Exercise aim: All lines in the data below carrying the string "bottom" are to be located and copied.

[Data records — start]

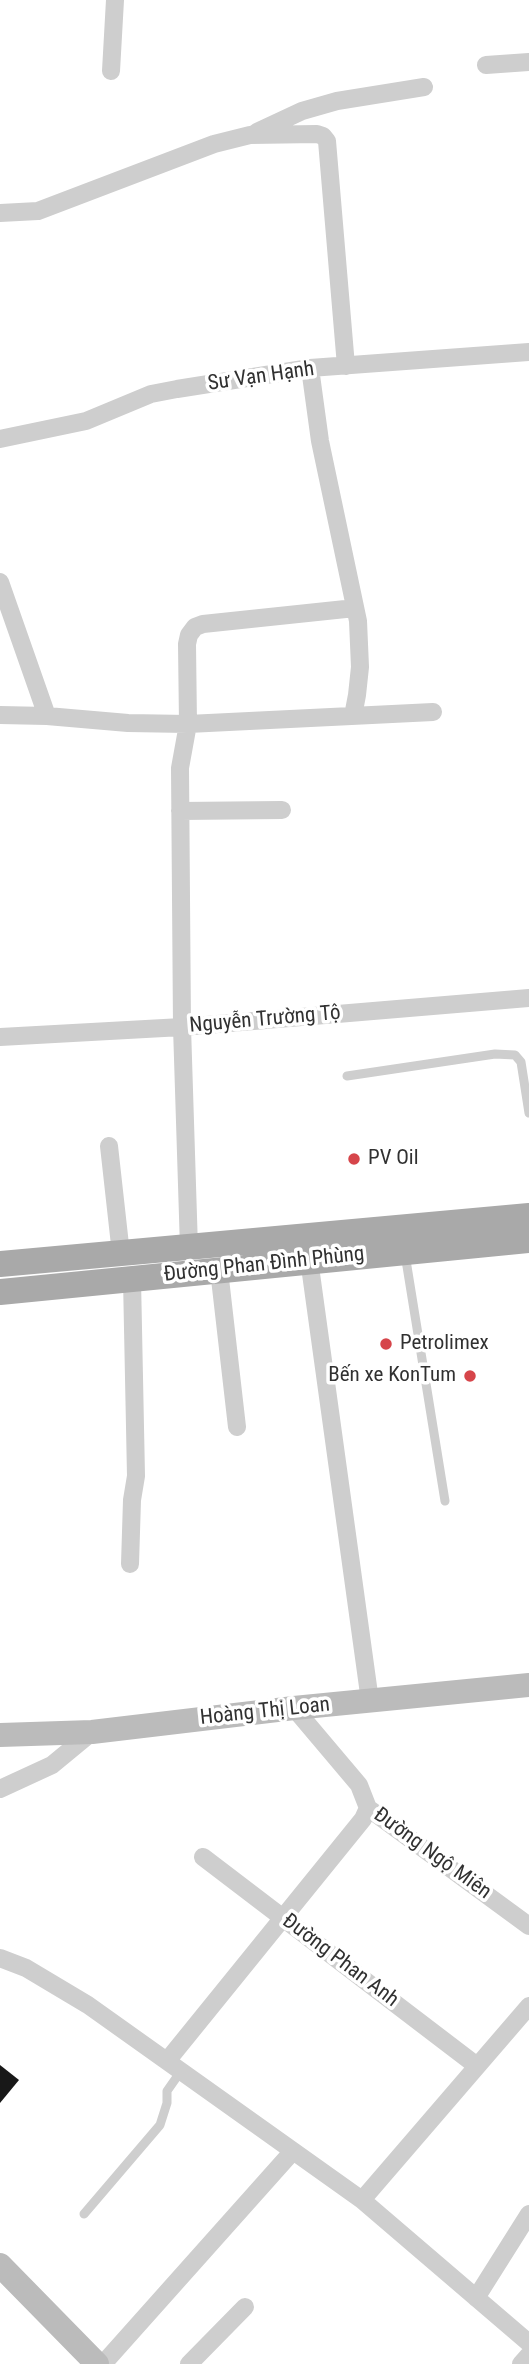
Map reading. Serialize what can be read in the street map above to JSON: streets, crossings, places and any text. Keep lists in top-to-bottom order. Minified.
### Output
{"streets":{"main road":["Đường Phan Đình Phùng"],"street":["Sư Vạn Hạnh","Nguyễn Trường Tộ","Hoàng Thị Loan","Đường Ngộ Miên","Đường Phan Anh"]},"crossings":[["Hoàng Thị Loan","Đường Ngộ Miên"]],"places":["PV Oil","Petrolimex","Bến xe KonTum"]}
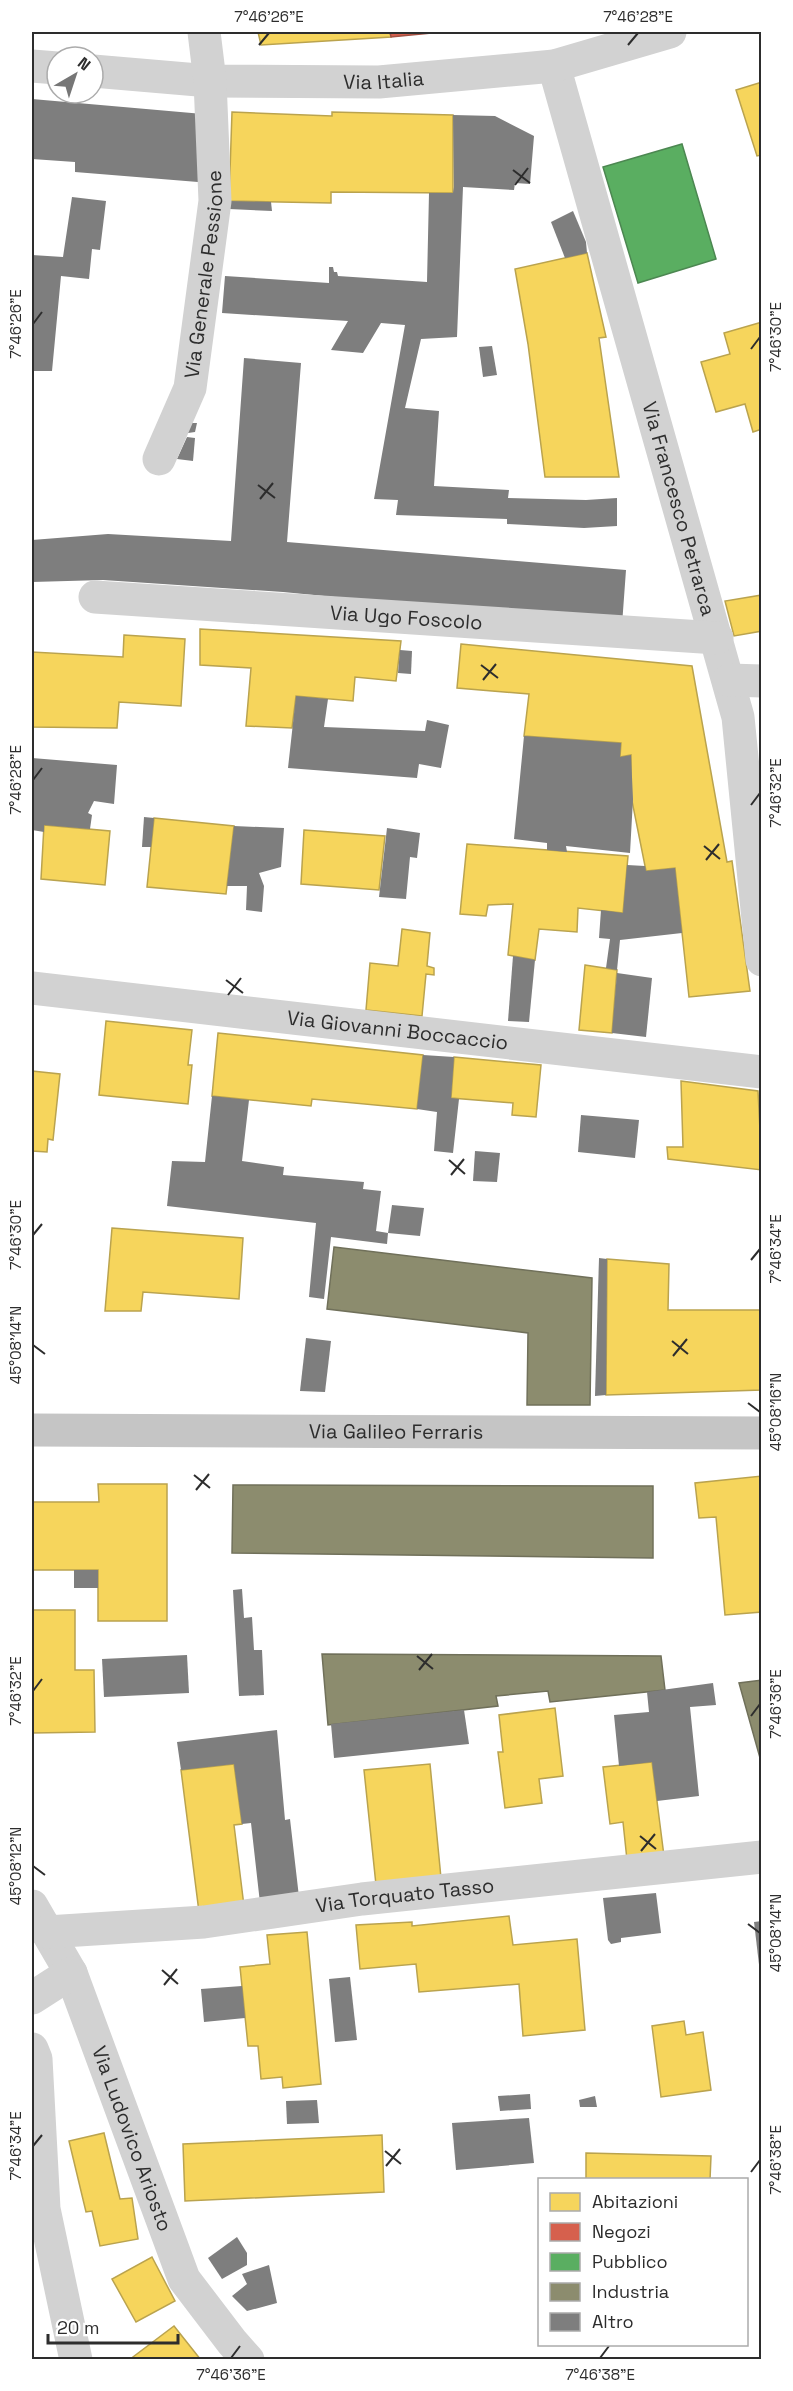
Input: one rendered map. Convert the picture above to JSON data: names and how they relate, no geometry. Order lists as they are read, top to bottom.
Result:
{
  "streets": {
    "main road": ["Via Galileo Ferraris"],
    "street": [
      "Via Italia",
      "Via Generale Pessione",
      "Via Francesco Petrarca",
      "Via Ugo Foscolo",
      "Via Giovanni Boccaccio",
      "Via Torquato Tasso",
      "Via Ludovico Ariosto"
    ]
  },
  "crossings": [
    ["Via Italia", "Via Generale Pessione"],
    ["Via Italia", "Via Francesco Petrarca"],
    ["Via Francesco Petrarca", "Via Ugo Foscolo"],
    ["Via Torquato Tasso", "Via Ludovico Ariosto"]
  ],
  "legend": [
    "Abitazioni",
    "Negozi",
    "Pubblico",
    "Industria",
    "Altro"
  ],
  "scale_bar": "20 m",
  "north": "top right",
  "coordinates": [
    "7°46'26\"E",
    "7°46'28\"E",
    "7°46'30\"E",
    "7°46'32\"E",
    "7°46'34\"E",
    "45°08'14\"N",
    "45°08'16\"N",
    "7°46'36\"E",
    "45°08'12\"N",
    "7°46'38\"E"
  ]
}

[Data records — finish]

Result:
Map reading. Serialize what can be read in the street map above to JSON: streets, crossings, places and any text. Keep lists in top-to-bottom order. Minified.
Input: one rendered map. Convert the picture above to JSON data: names and how they relate, no geometry. Order lists as they are read, top to bottom.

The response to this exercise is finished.